Teams use an amazing variety of work management techniques (backlog), from post-its to Jira. In this context we are interested to understand which information we want (must?) to capture in these tools and transmit it along the pipeline. The information must be organized in a way to make easy knowing which high-level features are present in a given release package (e.g. through automatic generation of release notes). A modern development platform allow us to link a user story to a branch or commit and thus trace the evolution of the story through the pipeline. Another way platforms create these links is a special annotation in a commit comment. This works even in the post-it scenario, with no backlog management tool. A further step is to further enrich this information using, for example, a commit message specially formatted, such as Conventional Commits   .

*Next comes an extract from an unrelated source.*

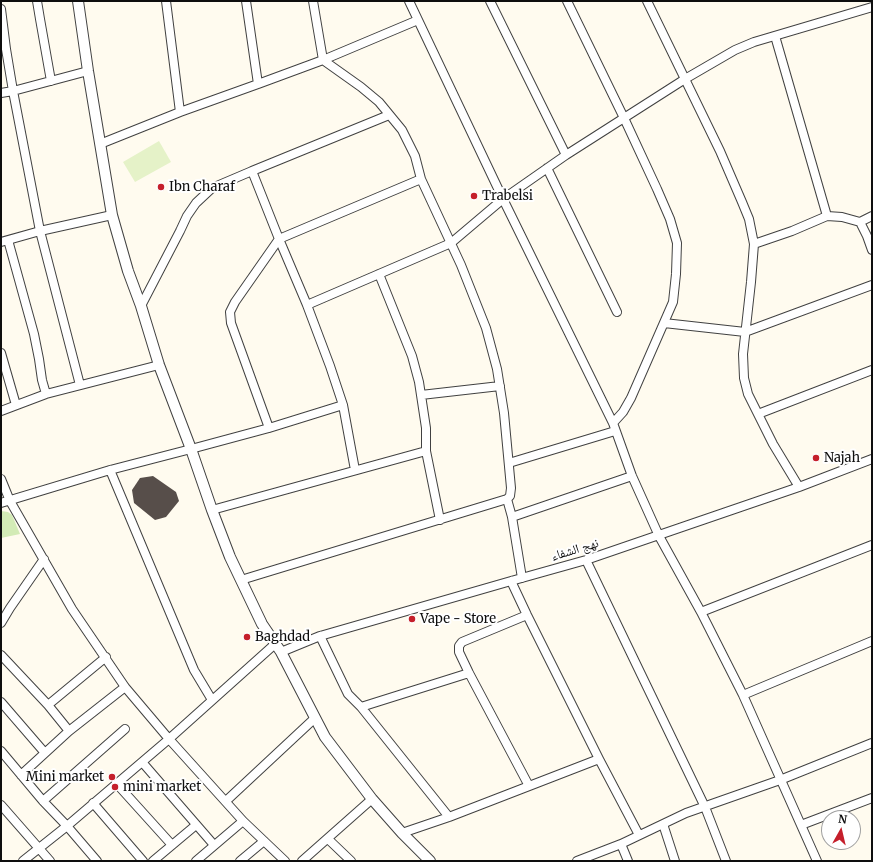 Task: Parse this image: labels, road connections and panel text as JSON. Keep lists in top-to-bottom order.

If we don’t create these associations at the beginning, even before writing a line of code, it will be extremely difficult to rebuild them afterwards. The keyword here is traceability.

The amount of information we can put in a post-it, real or virtual, is limited, and it must be! Where do we write down everything else, whether it’s information internal to the teams or external, usable by end users? We need a system that allows us to manage documentation, hierarchically organized, catalogued, capable of tracking changes. A Wiki is a great starting point, and in fact modern platforms include it (GitHub Pages, Azure Wiki, GitLab Wiki). More complex needs can be met with a publishing pipeline: CI/CD automation generates websites for immediate use upon changing a file in a repository.

However, all this technical marvel is not able to compensate for the absence of the figure of librarian, or of a technical writer, who takes care of the organization, the format, and above all the coherence of the contents.

Recommendation: do not wait defining standards for documentation and traceability: the tools to do this are copious, cheap, and easy to use.

1. Start from a distance

Always bearing in mind that DevOps is the result of applying Lean principles to the technology value stream ( The DevOps Handbook   , p. 3), i.e. the result obtained by applying Lean principles to the technological value chain, the product (or service) must be the starting point of the pipeline.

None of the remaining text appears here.